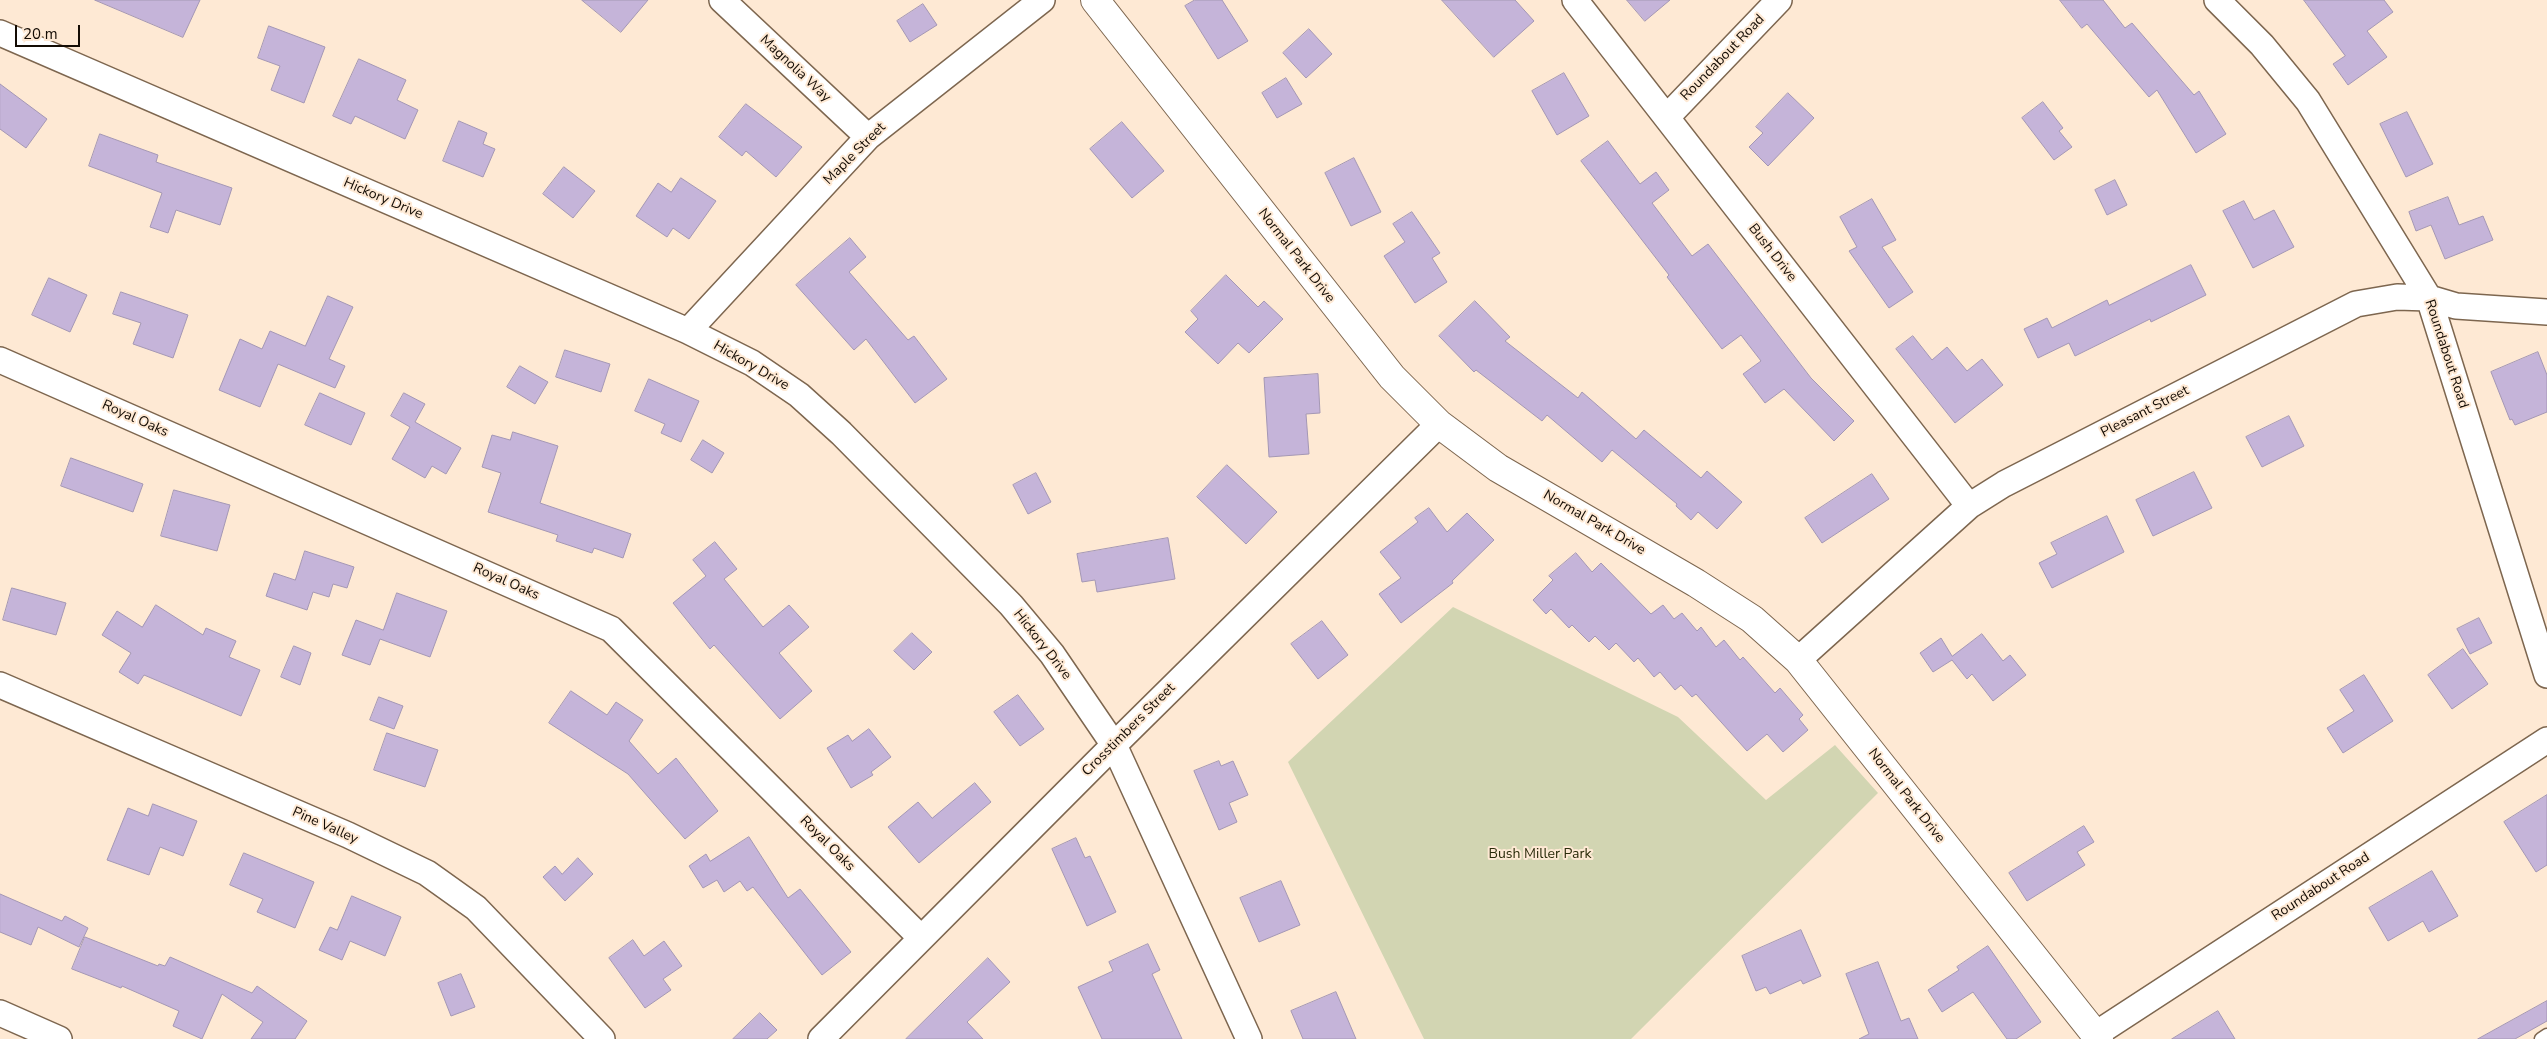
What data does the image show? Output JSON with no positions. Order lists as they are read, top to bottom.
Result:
{
  "streets": {
    "street": [
      "Roundabout Road",
      "Magnolia Way",
      "Maple Street",
      "Hickory Drive",
      "Bush Drive",
      "Normal Park Drive",
      "Pleasant Street",
      "Royal Oaks",
      "Crosstimbers Street",
      "Pine Valley"
    ]
  },
  "crossings": [
    ["Roundabout Road", "Bush Drive"],
    ["Roundabout Road", "Normal Park Drive"],
    ["Roundabout Road", "Pleasant Street"],
    ["Magnolia Way", "Maple Street"],
    ["Maple Street", "Hickory Drive"],
    ["Hickory Drive", "Crosstimbers Street"],
    ["Bush Drive", "Pleasant Street"],
    ["Normal Park Drive", "Pleasant Street"],
    ["Normal Park Drive", "Crosstimbers Street"],
    ["Royal Oaks", "Crosstimbers Street"]
  ],
  "parks": ["Bush Miller Park"],
  "scale_bar": "20 m"
}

**WHAT YOU WILL DO**.
For each line above that includes the word "Park", make a copy of that line.

**YOUR RESPONSE**.
      "Normal Park Drive",
    ["Roundabout Road", "Normal Park Drive"],
    ["Normal Park Drive", "Pleasant Street"],
    ["Normal Park Drive", "Crosstimbers Street"],
  "parks": ["Bush Miller Park"],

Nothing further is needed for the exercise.